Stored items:

[Start of Attachment]

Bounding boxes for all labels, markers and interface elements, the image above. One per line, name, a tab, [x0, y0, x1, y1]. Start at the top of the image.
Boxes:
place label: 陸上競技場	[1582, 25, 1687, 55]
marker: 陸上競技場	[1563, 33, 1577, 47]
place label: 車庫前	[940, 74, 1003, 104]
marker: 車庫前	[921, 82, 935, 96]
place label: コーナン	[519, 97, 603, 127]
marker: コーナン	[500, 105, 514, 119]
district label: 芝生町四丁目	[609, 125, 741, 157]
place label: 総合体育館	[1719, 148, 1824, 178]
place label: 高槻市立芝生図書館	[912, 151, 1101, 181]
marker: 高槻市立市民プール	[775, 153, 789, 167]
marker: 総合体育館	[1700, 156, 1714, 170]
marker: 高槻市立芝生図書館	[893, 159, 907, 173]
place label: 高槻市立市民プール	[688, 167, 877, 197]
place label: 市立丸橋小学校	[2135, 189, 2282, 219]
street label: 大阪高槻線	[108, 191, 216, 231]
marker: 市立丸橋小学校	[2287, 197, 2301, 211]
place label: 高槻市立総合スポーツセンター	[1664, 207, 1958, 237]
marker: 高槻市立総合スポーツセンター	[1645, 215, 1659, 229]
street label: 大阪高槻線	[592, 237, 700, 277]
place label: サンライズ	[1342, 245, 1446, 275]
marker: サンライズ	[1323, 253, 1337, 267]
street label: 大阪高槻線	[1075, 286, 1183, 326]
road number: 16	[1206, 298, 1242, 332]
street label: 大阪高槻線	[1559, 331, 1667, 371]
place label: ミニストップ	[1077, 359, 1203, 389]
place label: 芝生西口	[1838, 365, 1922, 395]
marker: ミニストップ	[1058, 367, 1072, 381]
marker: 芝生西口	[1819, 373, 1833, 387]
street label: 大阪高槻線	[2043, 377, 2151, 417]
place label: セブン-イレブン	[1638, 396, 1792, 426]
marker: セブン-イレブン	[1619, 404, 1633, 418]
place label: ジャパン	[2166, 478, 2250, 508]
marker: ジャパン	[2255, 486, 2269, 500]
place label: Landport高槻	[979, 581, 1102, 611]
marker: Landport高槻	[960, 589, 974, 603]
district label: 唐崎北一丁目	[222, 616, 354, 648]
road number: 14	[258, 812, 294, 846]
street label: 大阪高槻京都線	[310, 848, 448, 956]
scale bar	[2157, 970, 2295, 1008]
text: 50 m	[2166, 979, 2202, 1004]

[End of Attachment]

# WHAT IS EXPECTED:
An exact copy of every record above is required.

# EXPECTED ANSWER:
Bounding boxes for all labels, markers and interface elements, the image above. One per line, name, a tab, [x0, y0, x1, y1]. Start at the top of the image.
Boxes:
place label: 陸上競技場	[1582, 25, 1687, 55]
marker: 陸上競技場	[1563, 33, 1577, 47]
place label: 車庫前	[940, 74, 1003, 104]
marker: 車庫前	[921, 82, 935, 96]
place label: コーナン	[519, 97, 603, 127]
marker: コーナン	[500, 105, 514, 119]
district label: 芝生町四丁目	[609, 125, 741, 157]
place label: 総合体育館	[1719, 148, 1824, 178]
place label: 高槻市立芝生図書館	[912, 151, 1101, 181]
marker: 高槻市立市民プール	[775, 153, 789, 167]
marker: 総合体育館	[1700, 156, 1714, 170]
marker: 高槻市立芝生図書館	[893, 159, 907, 173]
place label: 高槻市立市民プール	[688, 167, 877, 197]
place label: 市立丸橋小学校	[2135, 189, 2282, 219]
street label: 大阪高槻線	[108, 191, 216, 231]
marker: 市立丸橋小学校	[2287, 197, 2301, 211]
place label: 高槻市立総合スポーツセンター	[1664, 207, 1958, 237]
marker: 高槻市立総合スポーツセンター	[1645, 215, 1659, 229]
street label: 大阪高槻線	[592, 237, 700, 277]
place label: サンライズ	[1342, 245, 1446, 275]
marker: サンライズ	[1323, 253, 1337, 267]
street label: 大阪高槻線	[1075, 286, 1183, 326]
road number: 16	[1206, 298, 1242, 332]
street label: 大阪高槻線	[1559, 331, 1667, 371]
place label: ミニストップ	[1077, 359, 1203, 389]
place label: 芝生西口	[1838, 365, 1922, 395]
marker: ミニストップ	[1058, 367, 1072, 381]
marker: 芝生西口	[1819, 373, 1833, 387]
street label: 大阪高槻線	[2043, 377, 2151, 417]
place label: セブン-イレブン	[1638, 396, 1792, 426]
marker: セブン-イレブン	[1619, 404, 1633, 418]
place label: ジャパン	[2166, 478, 2250, 508]
marker: ジャパン	[2255, 486, 2269, 500]
place label: Landport高槻	[979, 581, 1102, 611]
marker: Landport高槻	[960, 589, 974, 603]
district label: 唐崎北一丁目	[222, 616, 354, 648]
road number: 14	[258, 812, 294, 846]
street label: 大阪高槻京都線	[310, 848, 448, 956]
scale bar	[2157, 970, 2295, 1008]
text: 50 m	[2166, 979, 2202, 1004]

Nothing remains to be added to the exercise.